## What is required
In the listing below, find each line with the string "サンデー" and return it.

## Provided data
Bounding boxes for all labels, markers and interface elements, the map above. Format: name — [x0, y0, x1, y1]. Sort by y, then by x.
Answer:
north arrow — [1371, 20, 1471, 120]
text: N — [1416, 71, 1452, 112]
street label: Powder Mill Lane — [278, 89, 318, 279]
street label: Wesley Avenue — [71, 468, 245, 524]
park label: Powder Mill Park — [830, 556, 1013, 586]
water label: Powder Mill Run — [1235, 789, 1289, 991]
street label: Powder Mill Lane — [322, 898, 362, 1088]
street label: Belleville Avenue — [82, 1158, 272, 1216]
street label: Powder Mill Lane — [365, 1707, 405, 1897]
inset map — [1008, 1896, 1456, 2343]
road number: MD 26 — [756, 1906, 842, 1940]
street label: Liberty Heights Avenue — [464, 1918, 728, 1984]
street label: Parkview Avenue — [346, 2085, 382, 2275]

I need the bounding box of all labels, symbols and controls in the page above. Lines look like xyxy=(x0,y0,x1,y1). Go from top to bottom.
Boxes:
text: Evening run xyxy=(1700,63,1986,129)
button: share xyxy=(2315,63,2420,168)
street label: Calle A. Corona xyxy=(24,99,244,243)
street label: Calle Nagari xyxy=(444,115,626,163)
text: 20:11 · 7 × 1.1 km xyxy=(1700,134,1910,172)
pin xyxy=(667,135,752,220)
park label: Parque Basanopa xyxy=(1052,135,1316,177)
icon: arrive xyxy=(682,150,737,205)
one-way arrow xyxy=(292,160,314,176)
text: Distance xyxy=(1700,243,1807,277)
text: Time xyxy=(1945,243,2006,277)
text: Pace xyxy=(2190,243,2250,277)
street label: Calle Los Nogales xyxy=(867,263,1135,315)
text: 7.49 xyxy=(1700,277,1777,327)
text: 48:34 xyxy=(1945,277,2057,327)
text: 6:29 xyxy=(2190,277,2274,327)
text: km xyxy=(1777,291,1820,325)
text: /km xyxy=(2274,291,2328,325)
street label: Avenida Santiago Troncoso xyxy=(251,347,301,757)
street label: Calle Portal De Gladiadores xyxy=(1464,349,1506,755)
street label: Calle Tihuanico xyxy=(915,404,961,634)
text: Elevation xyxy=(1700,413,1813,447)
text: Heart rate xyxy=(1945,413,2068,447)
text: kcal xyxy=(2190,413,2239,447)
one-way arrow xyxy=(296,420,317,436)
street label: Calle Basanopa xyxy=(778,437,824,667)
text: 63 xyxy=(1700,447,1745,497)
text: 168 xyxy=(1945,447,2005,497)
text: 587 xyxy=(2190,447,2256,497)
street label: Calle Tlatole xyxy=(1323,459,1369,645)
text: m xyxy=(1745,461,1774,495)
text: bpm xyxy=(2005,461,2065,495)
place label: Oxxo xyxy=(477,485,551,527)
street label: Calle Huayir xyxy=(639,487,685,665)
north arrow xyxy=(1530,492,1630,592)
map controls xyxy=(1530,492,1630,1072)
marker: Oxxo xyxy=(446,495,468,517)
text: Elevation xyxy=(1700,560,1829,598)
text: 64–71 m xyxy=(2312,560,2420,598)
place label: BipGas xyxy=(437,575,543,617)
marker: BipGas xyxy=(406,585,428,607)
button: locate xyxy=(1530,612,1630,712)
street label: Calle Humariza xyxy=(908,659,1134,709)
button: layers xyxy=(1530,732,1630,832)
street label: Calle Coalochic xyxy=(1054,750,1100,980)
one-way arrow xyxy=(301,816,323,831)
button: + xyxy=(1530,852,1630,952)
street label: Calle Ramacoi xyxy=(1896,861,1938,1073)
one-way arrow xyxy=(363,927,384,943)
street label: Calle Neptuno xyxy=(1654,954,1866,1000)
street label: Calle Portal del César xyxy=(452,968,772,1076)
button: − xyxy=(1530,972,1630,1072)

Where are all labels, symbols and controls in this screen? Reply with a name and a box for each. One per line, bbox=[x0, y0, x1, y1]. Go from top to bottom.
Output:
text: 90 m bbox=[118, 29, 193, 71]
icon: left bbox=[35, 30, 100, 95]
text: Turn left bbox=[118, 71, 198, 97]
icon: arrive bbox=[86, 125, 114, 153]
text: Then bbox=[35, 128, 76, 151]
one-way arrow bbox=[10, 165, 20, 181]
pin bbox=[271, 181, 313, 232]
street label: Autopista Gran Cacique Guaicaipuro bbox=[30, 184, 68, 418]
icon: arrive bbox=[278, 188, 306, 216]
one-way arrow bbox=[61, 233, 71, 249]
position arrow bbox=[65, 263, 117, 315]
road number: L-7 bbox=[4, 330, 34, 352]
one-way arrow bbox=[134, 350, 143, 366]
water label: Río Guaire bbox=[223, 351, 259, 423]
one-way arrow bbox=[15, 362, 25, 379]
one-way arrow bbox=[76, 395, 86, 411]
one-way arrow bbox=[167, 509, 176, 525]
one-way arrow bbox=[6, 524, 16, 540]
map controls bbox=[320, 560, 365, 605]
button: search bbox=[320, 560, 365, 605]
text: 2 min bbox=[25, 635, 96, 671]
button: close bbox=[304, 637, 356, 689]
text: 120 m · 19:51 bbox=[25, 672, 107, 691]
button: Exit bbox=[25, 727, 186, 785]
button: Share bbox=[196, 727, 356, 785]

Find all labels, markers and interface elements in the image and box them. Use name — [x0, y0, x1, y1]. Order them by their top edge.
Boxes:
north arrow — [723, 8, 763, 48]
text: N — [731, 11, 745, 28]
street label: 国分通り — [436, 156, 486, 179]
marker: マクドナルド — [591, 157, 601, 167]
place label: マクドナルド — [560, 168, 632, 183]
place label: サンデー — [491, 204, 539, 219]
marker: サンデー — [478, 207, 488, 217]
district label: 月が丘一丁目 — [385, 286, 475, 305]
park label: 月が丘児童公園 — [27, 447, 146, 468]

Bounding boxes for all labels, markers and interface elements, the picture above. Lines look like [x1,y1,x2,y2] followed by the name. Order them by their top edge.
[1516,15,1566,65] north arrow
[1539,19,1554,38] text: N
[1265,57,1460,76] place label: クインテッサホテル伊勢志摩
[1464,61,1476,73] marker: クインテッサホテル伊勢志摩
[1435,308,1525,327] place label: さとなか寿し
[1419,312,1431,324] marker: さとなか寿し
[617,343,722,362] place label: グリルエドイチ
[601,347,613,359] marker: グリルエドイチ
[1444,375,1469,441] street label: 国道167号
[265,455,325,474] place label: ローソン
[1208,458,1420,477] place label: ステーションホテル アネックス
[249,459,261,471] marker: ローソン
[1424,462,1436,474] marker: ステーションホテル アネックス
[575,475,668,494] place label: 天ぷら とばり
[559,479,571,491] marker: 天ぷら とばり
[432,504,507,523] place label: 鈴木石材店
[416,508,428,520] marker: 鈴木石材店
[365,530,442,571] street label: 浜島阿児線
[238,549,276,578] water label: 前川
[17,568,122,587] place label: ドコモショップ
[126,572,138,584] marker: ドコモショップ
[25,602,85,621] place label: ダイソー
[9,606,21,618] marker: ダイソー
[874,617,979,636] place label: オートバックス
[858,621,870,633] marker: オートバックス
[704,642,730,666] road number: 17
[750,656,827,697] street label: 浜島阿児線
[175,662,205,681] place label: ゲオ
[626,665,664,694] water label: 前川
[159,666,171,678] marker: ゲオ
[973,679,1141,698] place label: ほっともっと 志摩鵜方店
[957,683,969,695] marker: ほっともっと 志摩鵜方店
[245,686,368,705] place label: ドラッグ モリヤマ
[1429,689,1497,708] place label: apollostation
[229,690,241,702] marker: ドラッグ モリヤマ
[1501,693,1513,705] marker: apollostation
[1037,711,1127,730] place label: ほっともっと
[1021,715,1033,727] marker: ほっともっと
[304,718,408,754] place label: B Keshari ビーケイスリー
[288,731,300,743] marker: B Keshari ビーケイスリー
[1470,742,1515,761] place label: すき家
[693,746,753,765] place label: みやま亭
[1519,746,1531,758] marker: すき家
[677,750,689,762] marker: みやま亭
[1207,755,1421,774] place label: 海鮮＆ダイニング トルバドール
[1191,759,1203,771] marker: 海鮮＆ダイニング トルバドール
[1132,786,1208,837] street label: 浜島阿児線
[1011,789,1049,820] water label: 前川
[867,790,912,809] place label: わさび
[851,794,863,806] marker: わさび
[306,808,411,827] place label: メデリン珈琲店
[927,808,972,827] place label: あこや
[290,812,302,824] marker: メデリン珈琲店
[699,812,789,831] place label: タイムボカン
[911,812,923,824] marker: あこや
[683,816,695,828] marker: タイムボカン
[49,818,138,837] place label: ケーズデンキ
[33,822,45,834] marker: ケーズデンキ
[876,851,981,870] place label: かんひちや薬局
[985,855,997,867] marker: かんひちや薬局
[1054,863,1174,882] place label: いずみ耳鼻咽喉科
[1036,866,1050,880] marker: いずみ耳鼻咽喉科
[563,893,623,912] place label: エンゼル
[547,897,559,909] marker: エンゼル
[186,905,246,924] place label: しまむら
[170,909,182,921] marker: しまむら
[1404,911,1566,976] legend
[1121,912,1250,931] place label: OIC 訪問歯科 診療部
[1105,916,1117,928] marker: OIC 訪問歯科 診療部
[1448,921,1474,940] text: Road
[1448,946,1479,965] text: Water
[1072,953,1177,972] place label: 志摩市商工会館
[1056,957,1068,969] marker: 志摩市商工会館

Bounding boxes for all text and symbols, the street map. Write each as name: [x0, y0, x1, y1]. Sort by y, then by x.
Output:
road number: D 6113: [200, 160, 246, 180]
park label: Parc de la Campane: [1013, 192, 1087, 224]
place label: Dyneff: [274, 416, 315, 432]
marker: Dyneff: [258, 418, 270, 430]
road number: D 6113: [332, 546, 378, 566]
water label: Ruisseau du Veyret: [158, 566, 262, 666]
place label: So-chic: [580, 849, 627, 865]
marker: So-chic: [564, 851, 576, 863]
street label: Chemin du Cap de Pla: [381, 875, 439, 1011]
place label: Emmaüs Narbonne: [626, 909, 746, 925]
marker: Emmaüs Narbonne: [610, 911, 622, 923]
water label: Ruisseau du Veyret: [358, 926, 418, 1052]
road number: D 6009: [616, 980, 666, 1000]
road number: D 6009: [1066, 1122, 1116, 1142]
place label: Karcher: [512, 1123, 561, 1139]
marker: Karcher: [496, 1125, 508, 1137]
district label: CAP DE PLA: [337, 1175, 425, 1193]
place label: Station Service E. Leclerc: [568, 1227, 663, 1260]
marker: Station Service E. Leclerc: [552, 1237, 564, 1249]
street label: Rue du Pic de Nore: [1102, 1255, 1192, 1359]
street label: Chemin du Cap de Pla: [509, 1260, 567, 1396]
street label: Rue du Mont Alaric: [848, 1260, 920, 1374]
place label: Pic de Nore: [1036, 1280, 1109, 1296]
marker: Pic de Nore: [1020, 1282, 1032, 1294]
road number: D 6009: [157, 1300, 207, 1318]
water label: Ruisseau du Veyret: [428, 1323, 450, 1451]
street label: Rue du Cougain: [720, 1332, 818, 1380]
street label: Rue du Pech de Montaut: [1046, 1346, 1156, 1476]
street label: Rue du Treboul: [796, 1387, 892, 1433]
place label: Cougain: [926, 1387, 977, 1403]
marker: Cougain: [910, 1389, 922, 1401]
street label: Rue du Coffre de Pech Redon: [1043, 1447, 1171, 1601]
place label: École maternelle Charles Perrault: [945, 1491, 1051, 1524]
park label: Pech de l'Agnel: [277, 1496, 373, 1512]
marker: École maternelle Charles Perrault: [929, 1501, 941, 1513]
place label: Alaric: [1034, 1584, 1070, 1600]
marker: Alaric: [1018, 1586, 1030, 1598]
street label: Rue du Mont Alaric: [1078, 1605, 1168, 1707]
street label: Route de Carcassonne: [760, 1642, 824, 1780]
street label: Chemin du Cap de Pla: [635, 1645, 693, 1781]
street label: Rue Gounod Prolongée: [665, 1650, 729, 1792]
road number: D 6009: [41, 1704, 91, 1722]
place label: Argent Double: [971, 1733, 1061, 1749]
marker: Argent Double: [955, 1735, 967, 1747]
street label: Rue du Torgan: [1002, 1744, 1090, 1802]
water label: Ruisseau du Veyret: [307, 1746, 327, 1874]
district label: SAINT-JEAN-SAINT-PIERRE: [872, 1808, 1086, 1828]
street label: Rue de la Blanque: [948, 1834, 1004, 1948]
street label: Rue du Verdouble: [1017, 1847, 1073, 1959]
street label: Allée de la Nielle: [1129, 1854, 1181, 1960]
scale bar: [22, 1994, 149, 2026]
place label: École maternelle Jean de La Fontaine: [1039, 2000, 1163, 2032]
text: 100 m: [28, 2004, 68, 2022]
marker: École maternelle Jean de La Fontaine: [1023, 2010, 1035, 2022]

## Exercise answer
place label: サンデー — [491, 204, 539, 219]
marker: サンデー — [478, 207, 488, 217]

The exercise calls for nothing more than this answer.